YOUR INSTRUCTIONS - Lines from the records below that contain the word "Santa" are to be copied out.
RECORDS PROVIDED below:
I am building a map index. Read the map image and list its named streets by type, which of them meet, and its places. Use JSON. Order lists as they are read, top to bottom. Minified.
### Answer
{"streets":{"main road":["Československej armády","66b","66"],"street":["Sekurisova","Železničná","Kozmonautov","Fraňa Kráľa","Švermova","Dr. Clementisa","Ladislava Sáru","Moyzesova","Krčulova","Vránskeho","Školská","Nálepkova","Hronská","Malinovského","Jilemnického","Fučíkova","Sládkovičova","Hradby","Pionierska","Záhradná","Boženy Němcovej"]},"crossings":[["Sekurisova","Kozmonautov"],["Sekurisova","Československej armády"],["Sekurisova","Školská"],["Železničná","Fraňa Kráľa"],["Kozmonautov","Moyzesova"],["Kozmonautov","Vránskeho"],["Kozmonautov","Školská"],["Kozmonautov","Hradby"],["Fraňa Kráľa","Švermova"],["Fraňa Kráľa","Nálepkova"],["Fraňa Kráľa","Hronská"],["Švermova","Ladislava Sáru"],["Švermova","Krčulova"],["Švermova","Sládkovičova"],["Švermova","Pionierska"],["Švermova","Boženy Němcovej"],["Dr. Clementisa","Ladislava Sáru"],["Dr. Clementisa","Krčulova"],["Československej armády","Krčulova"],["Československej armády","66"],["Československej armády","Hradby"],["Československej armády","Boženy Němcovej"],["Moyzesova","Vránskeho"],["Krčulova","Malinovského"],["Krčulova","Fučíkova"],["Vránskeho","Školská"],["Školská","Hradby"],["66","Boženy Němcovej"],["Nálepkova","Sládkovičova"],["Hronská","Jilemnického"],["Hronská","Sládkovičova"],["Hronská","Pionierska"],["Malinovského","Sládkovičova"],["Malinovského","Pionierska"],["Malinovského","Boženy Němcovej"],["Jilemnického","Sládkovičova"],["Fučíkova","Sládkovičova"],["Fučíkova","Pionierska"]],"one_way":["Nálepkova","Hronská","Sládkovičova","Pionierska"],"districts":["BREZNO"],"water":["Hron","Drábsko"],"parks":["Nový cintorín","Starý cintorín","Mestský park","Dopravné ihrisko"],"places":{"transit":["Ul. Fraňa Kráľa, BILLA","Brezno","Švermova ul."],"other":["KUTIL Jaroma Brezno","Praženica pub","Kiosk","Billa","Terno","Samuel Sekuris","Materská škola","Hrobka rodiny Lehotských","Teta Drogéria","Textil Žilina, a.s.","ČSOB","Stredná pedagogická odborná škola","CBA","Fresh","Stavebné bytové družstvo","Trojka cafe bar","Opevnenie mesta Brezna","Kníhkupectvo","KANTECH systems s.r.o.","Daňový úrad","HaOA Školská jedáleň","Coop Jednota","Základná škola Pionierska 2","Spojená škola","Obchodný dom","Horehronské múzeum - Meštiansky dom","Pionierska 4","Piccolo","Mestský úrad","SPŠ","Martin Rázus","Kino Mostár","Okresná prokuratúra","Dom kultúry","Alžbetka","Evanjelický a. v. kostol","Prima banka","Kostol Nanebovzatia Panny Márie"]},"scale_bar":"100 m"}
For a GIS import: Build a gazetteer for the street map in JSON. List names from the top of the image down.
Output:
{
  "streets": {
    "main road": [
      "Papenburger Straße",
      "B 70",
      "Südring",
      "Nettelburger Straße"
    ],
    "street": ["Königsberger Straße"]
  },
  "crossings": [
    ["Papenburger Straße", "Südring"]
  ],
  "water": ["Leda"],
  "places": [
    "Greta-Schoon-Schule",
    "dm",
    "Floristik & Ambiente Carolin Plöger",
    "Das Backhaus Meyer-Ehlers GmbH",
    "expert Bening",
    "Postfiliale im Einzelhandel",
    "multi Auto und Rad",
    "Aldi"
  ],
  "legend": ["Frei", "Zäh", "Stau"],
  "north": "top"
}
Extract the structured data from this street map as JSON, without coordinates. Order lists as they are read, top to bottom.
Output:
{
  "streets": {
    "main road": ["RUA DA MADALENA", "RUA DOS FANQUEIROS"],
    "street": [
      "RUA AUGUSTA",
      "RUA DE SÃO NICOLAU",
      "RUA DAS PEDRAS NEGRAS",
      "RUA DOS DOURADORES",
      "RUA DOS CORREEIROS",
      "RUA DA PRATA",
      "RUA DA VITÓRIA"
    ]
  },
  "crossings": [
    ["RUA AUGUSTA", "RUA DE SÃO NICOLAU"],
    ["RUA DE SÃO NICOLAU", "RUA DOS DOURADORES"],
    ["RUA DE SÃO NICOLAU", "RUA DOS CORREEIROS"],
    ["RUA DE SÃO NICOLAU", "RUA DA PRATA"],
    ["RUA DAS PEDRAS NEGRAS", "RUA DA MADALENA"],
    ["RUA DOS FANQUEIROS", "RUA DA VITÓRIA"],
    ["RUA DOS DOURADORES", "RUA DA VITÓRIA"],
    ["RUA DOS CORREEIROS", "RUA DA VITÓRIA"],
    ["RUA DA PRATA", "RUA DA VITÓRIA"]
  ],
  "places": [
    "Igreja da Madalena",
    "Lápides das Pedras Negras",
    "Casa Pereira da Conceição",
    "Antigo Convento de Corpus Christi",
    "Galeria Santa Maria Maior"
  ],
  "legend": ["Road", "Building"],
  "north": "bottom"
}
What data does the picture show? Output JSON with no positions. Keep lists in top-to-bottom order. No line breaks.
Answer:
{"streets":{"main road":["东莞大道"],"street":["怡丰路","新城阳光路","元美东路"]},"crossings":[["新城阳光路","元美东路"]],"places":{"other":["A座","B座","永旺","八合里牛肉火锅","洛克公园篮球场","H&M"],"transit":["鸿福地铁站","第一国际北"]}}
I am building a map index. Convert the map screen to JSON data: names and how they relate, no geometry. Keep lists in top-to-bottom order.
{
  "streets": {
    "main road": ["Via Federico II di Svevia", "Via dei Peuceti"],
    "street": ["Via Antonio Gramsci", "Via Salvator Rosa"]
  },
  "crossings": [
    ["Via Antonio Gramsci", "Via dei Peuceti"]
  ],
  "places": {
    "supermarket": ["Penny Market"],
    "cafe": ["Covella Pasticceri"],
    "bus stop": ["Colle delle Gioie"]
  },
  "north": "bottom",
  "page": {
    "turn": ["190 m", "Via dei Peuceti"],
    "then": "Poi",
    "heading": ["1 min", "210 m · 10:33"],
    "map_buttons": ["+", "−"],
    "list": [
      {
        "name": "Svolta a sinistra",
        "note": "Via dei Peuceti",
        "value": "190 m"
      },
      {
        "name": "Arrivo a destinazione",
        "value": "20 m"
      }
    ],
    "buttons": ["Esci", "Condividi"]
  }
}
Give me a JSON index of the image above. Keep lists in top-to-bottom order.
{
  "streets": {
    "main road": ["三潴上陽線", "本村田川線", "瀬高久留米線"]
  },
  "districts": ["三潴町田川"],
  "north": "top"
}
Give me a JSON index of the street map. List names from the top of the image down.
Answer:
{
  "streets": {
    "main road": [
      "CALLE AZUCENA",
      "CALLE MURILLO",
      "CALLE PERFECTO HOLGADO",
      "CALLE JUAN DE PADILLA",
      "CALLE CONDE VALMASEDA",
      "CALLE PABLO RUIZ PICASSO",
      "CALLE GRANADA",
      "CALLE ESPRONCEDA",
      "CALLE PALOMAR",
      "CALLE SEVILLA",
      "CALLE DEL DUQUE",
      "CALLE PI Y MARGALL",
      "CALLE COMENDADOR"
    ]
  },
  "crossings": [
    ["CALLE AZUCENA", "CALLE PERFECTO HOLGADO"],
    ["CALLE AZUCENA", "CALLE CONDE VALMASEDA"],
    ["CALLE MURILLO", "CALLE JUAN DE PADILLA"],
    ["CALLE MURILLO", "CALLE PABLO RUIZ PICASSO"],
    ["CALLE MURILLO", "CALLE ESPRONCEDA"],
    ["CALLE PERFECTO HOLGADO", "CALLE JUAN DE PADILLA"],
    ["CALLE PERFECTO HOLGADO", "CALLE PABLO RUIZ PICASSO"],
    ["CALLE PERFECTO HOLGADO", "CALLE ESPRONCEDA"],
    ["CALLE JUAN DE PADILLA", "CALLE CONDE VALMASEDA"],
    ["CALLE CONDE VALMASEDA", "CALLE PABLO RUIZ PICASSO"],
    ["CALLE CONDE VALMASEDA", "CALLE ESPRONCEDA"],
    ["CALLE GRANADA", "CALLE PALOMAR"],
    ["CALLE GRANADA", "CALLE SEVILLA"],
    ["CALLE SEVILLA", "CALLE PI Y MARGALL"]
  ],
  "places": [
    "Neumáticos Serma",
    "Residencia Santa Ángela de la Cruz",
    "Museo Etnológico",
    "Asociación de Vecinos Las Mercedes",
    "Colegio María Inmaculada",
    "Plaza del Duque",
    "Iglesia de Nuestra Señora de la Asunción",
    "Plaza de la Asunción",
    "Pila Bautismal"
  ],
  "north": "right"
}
End of RECORDS PROVIDED.
EXERCISE RESULT -
    "Galeria Santa Maria Maior"
    "Residencia Santa Ángela de la Cruz",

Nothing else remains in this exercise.